··· Source material

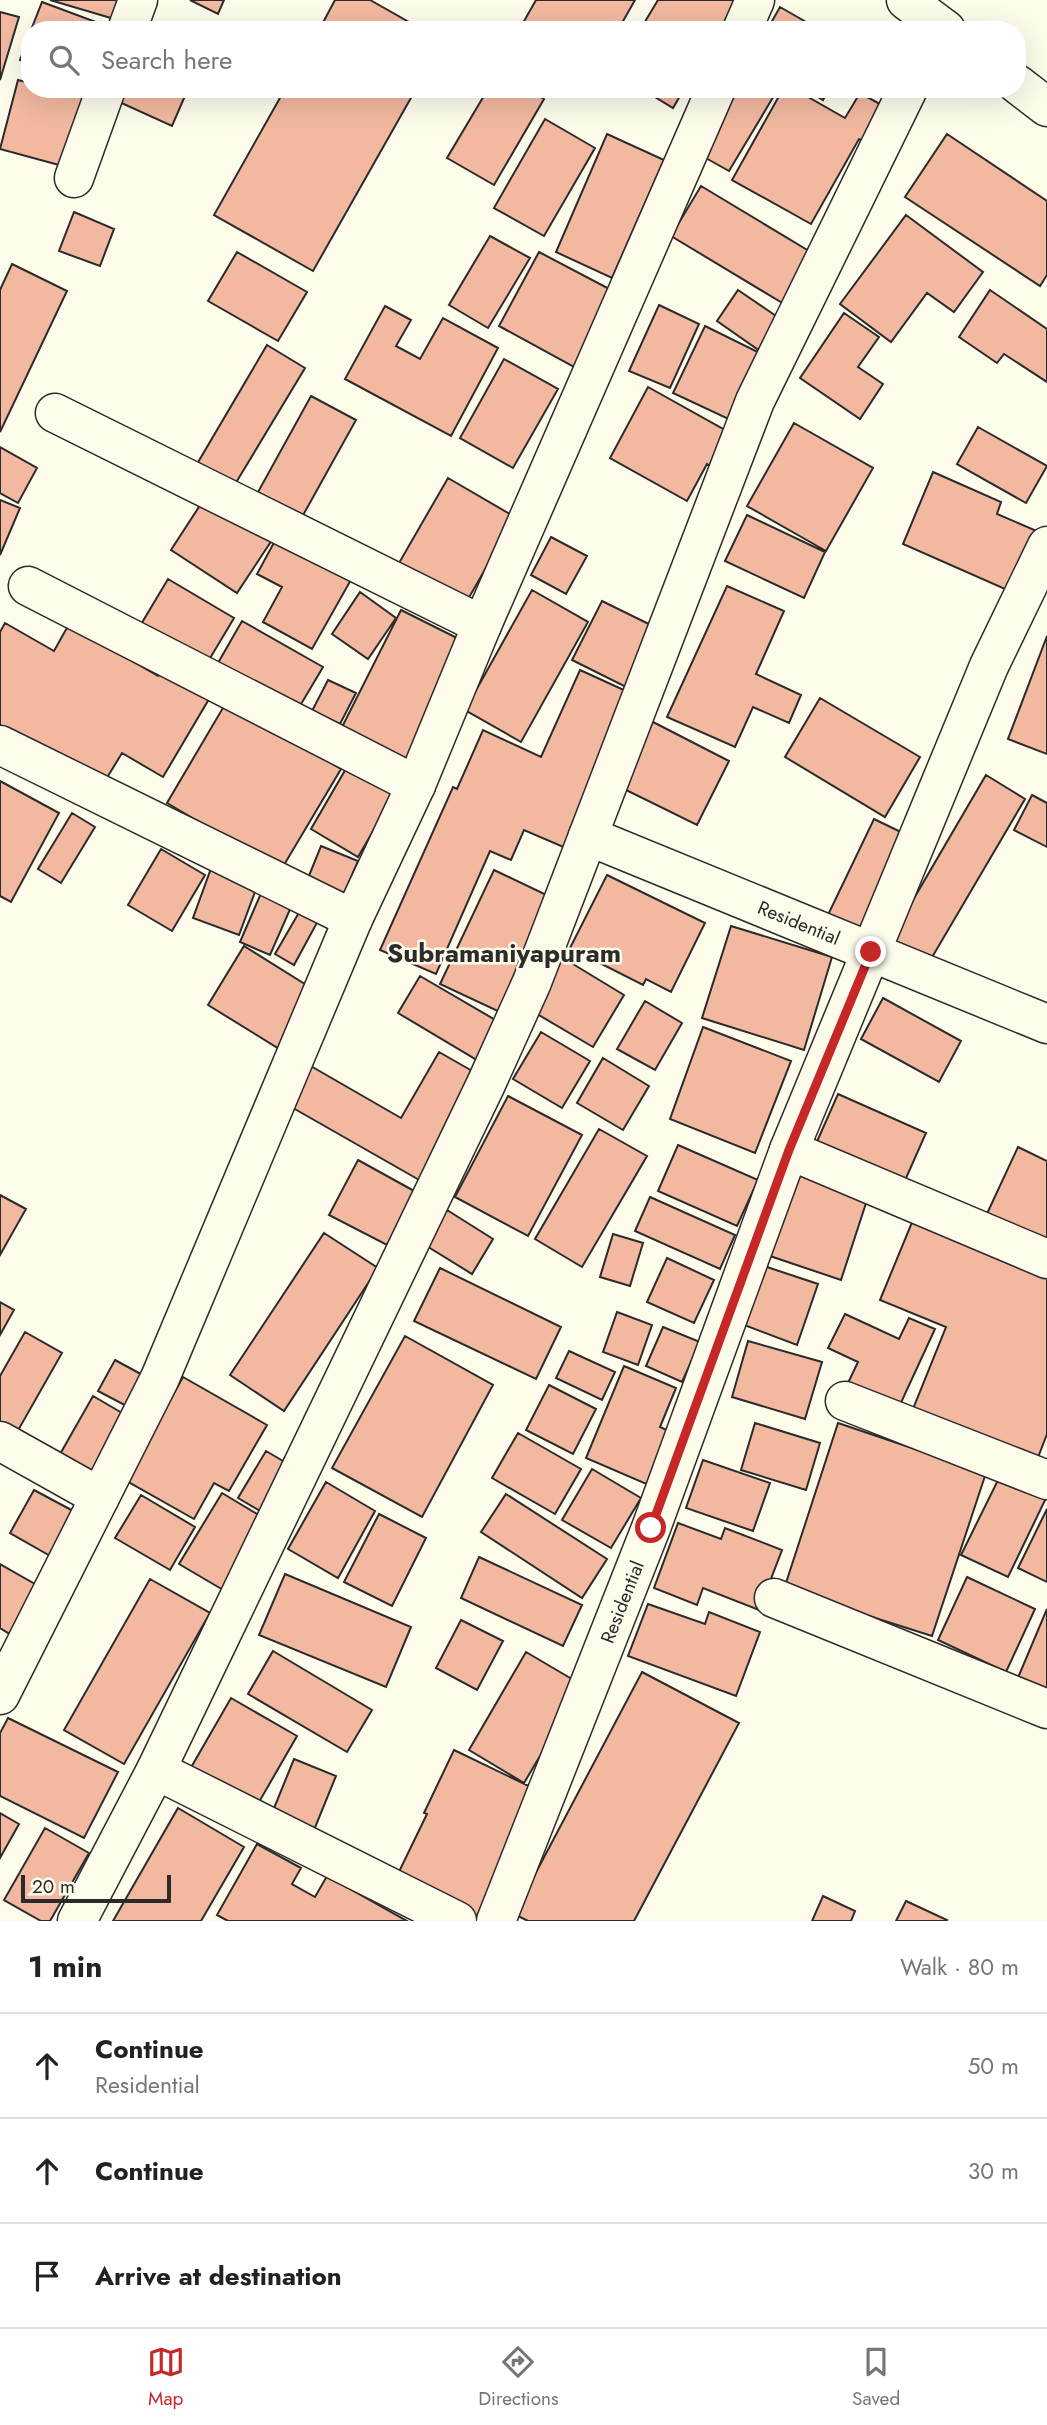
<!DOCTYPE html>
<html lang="en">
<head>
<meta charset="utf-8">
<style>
	:root { --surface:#fff; --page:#f6f6f6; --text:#222; --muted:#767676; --line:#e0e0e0; --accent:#c62828 }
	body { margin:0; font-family:Jost,sans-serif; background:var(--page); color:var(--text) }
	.scale { position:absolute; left:21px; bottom:18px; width:150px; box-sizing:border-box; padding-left:7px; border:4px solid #2b2b2b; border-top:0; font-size:19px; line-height:24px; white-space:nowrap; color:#2b2b2b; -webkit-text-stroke:5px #fdfbea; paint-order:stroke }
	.stop { position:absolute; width:21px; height:21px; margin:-16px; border:5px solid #c62828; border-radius:50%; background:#fff }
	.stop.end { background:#c62828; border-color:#fff; box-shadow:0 2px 7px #0008 }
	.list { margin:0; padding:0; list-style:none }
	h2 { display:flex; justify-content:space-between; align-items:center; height:91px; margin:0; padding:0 28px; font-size:30px }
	h2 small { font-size:23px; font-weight:400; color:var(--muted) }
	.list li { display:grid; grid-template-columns:46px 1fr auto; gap:21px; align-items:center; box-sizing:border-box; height:105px; padding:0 28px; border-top:2px solid var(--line) }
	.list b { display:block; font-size:26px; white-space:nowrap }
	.list p { margin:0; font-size:23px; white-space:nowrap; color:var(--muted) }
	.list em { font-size:23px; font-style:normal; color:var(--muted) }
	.icon { flex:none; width:38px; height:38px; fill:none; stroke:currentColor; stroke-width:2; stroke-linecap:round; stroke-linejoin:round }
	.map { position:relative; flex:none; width:1047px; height:1921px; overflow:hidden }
	.search { position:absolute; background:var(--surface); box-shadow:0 7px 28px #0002; left:21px; right:21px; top:21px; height:77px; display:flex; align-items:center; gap:18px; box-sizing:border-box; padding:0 24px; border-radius:28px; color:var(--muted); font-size:26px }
	.sheet { height:406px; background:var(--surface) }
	nav { display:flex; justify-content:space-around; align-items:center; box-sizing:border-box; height:98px; border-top:2px solid var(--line); background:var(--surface); font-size:19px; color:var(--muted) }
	nav a { display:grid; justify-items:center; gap:4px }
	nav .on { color:var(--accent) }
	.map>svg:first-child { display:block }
	.building { fill:#f2b8a0; stroke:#2b2b2b; stroke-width:2 }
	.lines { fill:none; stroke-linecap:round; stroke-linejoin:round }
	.street-casing { stroke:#2b2b2b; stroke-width:41 }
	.street { stroke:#fdfbea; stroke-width:38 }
	.route { stroke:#c62828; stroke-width:9 }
	.labels { text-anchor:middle; stroke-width:5; stroke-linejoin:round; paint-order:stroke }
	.street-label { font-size:19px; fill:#2b2b2b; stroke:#fdfbea }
	.district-label { font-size:26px; font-weight:bold; fill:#2b2b2b; stroke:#fdfbea }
</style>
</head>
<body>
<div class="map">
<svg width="1047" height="1921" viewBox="0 0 1047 1921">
	<rect width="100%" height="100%" fill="#fdfbea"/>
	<path class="building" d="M 50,0 L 128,0 L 121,21 Z
		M 190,0 L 224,0 L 218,14 Z
		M 335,0 L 370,0 L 423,30 L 319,30 Z
		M 536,0 L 635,0 L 618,30 L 519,30 Z
		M 658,0 L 738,0 L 720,30 L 640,30 Z
		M 42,2 L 112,28 L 111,30 L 31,30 Z
		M 780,7 L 820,30 L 767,30 Z
		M 0,12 L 19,17 L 0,80 Z
		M 30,34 L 30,64 L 20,60 Z
		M 18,80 L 30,83 L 30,89 L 55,89 L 89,98 L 70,168 L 0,149 Z
		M 122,89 L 188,89 L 172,126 L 117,101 Z
		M 285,89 L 416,89 L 313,271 L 214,215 Z
		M 488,89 L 528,89 L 544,99 L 494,185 L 447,158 Z
		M 642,89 L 684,89 L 673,108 Z
		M 732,89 L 778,89 L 729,171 L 695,152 Z
		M 783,89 L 794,89 L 845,118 L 860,93 L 889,109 L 869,144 L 859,139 L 811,224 L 732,180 Z
		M 805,89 L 829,89 L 823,100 Z
		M 545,119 L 595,148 L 544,236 L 494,208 Z
		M 607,134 L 664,160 L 612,278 L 556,252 Z
		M 947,134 L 1047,201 L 1047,275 L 1040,286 L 905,197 Z
		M 701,186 L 814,254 L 784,304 L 671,236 Z
		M 74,212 L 114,229 L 100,266 L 59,251 Z
		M 906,215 L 983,272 L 954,312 L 927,293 L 891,342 L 840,304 Z
		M 490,236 L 530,258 L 488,328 L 449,305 Z
		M 237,252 L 307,292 L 278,341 L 208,301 Z
		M 539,252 L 615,292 L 574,367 L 499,326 Z
		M 12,264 L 67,291 L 0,432 L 0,290 Z
		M 738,290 L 782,320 L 760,351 L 717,321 Z
		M 990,290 L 1047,329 L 1047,382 L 1004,354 L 997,363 L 959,337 Z
		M 659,305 L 699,324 L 670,388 L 629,371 Z
		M 385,306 L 411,320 L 396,346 L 420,359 L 443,318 L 498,348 L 451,436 L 345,379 Z
		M 844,313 L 879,337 L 858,367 L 883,384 L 860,419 L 800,378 Z
		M 705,326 L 768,357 L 737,423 L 673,393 Z
		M 267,345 L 305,368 L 234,486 L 197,464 Z
		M 504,359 L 558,389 L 513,468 L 460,438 Z
		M 648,387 L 732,434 L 713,468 L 707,464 L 687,501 L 610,458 Z
		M 311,396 L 356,420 L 302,517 L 258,492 Z
		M 794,423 L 873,468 L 826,551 L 747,506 Z
		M 978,427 L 1047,466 L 1026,503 L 957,464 Z
		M 0,447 L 37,468 L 18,503 L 0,493 Z
		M 933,472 L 1001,502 L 997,514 L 1039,532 L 1014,593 L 903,544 Z
		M 448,478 L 515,517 L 467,601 L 399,563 Z
		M 208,493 L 274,537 L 237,593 L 171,550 Z
		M 0,500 L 20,508 L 0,555 Z
		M 747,515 L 825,552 L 804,598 L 725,561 Z
		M 277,537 L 352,578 L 312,649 L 263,622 L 282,587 L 257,574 Z
		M 551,537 L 587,556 L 566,594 L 531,575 Z
		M 168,579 L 234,618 L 206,665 L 140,626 Z
		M 727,586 L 784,611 L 756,674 L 801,695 L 789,723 L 753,707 L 735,747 L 667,717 Z
		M 532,590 L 588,622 L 521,742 L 465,710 Z
		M 360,592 L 396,618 L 368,659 L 332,634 Z
		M 602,601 L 661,630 L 632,690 L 572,660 Z
		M 401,610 L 465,642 L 406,759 L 342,727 Z
		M 73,617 L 105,645 L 158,676 L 161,671 L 209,699 L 163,777 L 122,753 L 102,786 L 0,726 L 0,632 L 5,623 L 54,651 Z
		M 242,621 L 323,667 L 294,716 L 214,670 Z
		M 1047,636 L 1047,754 L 1008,739 Z
		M 580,670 L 637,696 L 568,849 L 524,830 L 511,860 L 490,851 L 436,974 L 380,950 L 453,787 L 457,789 L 483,730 L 541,757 Z
		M 328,680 L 356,693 L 340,724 L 312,711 Z
		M 820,698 L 920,757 L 885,817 L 785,757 Z
		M 227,701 L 341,769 L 281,870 L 167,803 Z
		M 653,722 L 729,761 L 697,825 L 620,787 Z
		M 347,767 L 394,795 L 358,857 L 311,829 Z
		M 986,775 L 1025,799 L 924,971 L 885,948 Z
		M 0,781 L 59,813 L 11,902 L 0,896 Z
		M 1032,795 L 1047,803 L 1047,847 L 1014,830 Z
		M 72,813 L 95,827 L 61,883 L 38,869 Z
		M 874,819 L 905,834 L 857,934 L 826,919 Z
		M 321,846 L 358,861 L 340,903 L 304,888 Z
		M 161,849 L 205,875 L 172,931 L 128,905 Z
		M 213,863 L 259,881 L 239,935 L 193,918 Z
		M 494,870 L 557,900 L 504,1014 L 440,984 Z
		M 607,875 L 705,923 L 671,992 L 646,979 L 643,985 L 570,948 Z
		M 265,884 L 295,898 L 270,955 L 240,942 Z
		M 301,909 L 319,919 L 294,965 L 275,954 Z
		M 731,926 L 832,957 L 804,1050 L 702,1018 Z
		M 244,946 L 316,991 L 281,1050 L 208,1005 Z
		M 563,958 L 624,995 L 593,1047 L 532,1011 Z
		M 420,976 L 504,1025 L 482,1063 L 398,1013 Z
		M 883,998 L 961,1041 L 939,1082 L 861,1039 Z
		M 645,1001 L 682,1023 L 655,1070 L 617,1049 Z
		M 703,1027 L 791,1061 L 755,1153 L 670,1119 Z
		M 541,1032 L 590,1061 L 562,1108 L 513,1079 Z
		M 439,1052 L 481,1076 L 421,1181 L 286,1104 L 309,1065 L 401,1118 Z
		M 603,1058 L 649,1086 L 623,1130 L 577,1103 Z
		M 838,1094 L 926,1133 L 903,1185 L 815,1146 Z
		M 508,1096 L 582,1135 L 528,1236 L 455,1197 Z
		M 599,1129 L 647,1156 L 582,1267 L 535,1239 Z
		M 678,1145 L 758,1180 L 737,1226 L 658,1191 Z
		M 1018,1147 L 1047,1161 L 1047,1239 L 985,1218 Z
		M 358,1160 L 416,1192 L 387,1245 L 329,1215 Z
		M 797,1173 L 868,1197 L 841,1280 L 770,1256 Z
		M 0,1195 L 26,1209 L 0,1255 Z
		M 650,1197 L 735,1235 L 720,1269 L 635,1231 Z
		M 447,1210 L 493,1239 L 472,1274 L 425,1245 Z
		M 915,1215 L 1047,1269 L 1047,1434 L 1037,1460 L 913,1409 L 946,1327 L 880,1300 Z
		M 324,1233 L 378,1268 L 284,1411 L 230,1375 Z
		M 613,1234 L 643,1243 L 630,1286 L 600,1277 Z
		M 667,1258 L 714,1280 L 694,1323 L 647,1302 Z
		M 764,1266 L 818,1284 L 797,1345 L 744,1325 Z
		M 440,1268 L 561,1327 L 536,1379 L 414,1321 Z
		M 0,1302 L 14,1310 L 0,1335 Z
		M 617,1312 L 652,1325 L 638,1365 L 603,1352 Z
		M 845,1314 L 899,1339 L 909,1318 L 935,1329 L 899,1407 L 848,1383 L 858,1362 L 828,1348 Z
		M 663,1327 L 700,1342 L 682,1382 L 646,1366 Z
		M 25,1332 L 62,1353 L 16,1434 L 0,1425 L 0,1376 Z
		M 405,1336 L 493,1385 L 422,1517 L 332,1468 Z
		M 748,1341 L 822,1362 L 805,1419 L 732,1397 Z
		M 569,1351 L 615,1372 L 602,1400 L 556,1378 Z
		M 115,1360 L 150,1379 L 134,1410 L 98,1391 Z
		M 624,1366 L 676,1388 L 660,1427 L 673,1433 L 651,1486 L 586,1458 Z
		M 183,1377 L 267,1425 L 229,1491 L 214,1483 L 194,1519 L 125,1480 Z
		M 549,1385 L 596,1409 L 573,1454 L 526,1430 Z
		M 93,1396 L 129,1417 L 95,1477 L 59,1456 Z
		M 755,1423 L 820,1443 L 806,1490 L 741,1470 Z
		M 838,1423 L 986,1473 L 932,1636 L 784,1589 Z
		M 518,1433 L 581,1469 L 555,1514 L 492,1478 Z
		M 266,1451 L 295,1468 L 267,1515 L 238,1498 Z
		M 703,1460 L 770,1483 L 753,1531 L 686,1508 Z
		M 592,1469 L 641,1498 L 611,1548 L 562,1520 Z
		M 1001,1474 L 1047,1496 L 1008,1577 L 961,1555 Z
		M 326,1482 L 375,1511 L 338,1578 L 288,1549 Z
		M 34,1490 L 77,1513 L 52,1557 L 10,1533 Z
		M 222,1493 L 272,1523 L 230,1594 L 179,1564 Z
		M 506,1494 L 607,1559 L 582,1598 L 481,1532 Z
		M 141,1495 L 195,1527 L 170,1570 L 115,1538 Z
		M 1047,1509 L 1047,1582 L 1018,1568 Z
		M 379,1514 L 426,1538 L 392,1606 L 344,1582 Z
		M 678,1523 L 721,1539 L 725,1528 L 782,1550 L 759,1610 L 703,1588 L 697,1605 L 654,1588 Z
		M 479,1557 L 582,1605 L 563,1646 L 461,1598 Z
		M 0,1564 L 42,1588 L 13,1636 L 0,1628 Z
		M 285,1574 L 411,1627 L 386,1687 L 259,1635 Z
		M 967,1577 L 1035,1609 L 1006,1672 L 938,1640 Z
		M 150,1579 L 210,1613 L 124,1764 L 64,1730 Z
		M 648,1604 L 705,1624 L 709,1612 L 760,1632 L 736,1696 L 628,1656 Z
		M 1047,1609 L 1047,1693 L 1017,1680 Z
		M 461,1620 L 503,1641 L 477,1690 L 436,1668 Z
		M 273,1651 L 372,1710 L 347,1752 L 248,1694 Z
		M 526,1652 L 582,1685 L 524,1783 L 469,1750 Z
		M 642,1672 L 739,1723 L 634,1921 L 528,1921 L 514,1914 Z
		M 231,1698 L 297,1736 L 255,1809 L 189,1771 Z
		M 8,1718 L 118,1772 L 84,1838 L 0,1796 L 0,1733 Z
		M 454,1750 L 537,1790 L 475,1920 L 394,1882 L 427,1814 L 424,1813 Z
		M 294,1759 L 336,1776 L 312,1835 L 270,1818 Z
		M 178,1808 L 244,1847 L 201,1921 L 113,1921 Z
		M 0,1813 L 19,1824 L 0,1858 Z
		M 45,1828 L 89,1853 L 50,1921 L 41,1921 L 4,1900 Z
		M 257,1844 L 301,1868 L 292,1884 L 315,1897 L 327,1876 L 407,1921 L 228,1921 L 217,1915 Z
		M 823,1896 L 855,1911 L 851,1921 L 812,1921 Z
		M 906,1901 L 947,1920 L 946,1921 L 896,1921 Z"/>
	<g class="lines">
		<g class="street-casing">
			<g id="street">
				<path d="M 906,0 L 946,30"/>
				<path d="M 127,30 L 138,0"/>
				<path d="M 742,30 L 755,0"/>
				<path d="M 1017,84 L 1047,107"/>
				<path d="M 74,178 L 106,89"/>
				<path d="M 55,413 L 482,625 L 716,89"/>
				<path d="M 28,586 L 416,785"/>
				<path d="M 0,745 L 353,919"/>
				<path id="s1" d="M 588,836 L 1047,1024"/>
				<path d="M 789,1150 L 1047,1259"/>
				<path d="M 845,1401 L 1047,1480"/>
				<path d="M 0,1441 L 100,1497"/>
				<path d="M 774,1598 L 1047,1709"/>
				<path d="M 0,1695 L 160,1378 L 353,919 L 416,785 L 482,625"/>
				<path d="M 156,1770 L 457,1921"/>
				<path d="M 77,1921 L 156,1770 L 486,1084 L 532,982 L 755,401 L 908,89"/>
				<path id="s2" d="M 496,1921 L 651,1528 L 789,1150 L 989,666 L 1047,546"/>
			</g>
		</g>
		<use href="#street" class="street"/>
	</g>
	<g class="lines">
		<path class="route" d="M 651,1528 L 789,1150 L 871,952"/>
	</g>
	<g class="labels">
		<g class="street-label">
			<text dy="7" stroke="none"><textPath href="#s1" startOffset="228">Residential</textPath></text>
			<text dy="7" stroke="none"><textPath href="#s2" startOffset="343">Residential</textPath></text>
		</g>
		<g class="district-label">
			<text x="504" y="962">Subramaniyapuram</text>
		</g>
	</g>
</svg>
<div class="scale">20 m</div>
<div class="stop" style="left:651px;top:1528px"></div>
<div class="stop end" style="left:871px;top:952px"></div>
<div class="search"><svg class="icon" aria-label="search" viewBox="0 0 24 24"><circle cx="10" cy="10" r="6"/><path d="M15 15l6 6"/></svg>Search here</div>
</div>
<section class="sheet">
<h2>1 min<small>Walk · 80 m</small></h2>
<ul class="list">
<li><svg class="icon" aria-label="ahead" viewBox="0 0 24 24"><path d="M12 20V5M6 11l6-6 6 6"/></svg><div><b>Continue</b><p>Residential</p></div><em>50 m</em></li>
<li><svg class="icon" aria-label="ahead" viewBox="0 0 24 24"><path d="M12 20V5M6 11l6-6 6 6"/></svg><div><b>Continue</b></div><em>30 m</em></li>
<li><svg class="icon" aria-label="arrive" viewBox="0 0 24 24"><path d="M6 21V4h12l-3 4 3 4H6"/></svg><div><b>Arrive at destination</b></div></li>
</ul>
</section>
<nav>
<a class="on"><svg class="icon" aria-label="map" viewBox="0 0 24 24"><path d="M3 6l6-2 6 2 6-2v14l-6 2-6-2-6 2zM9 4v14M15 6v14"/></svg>Map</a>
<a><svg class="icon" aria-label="directions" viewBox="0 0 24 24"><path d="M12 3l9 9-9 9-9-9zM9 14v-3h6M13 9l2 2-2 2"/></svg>Directions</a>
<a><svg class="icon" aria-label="saved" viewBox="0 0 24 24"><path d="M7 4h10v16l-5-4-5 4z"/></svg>Saved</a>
</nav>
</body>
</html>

······

**Task to complete:** Lines holding the string "scale": find them in the listing above and copy each one.

**Answer to the exercise:**
	.scale { position:absolute; left:21px; bottom:18px; width:150px; box-sizing:border-box; padding-left:7px; border:4px solid #2b2b2b; border-top:0; font-size:19px; line-height:24px; white-space:nowrap; color:#2b2b2b; -webkit-text-stroke:5px #fdfbea; paint-order:stroke }
<div class="scale">20 m</div>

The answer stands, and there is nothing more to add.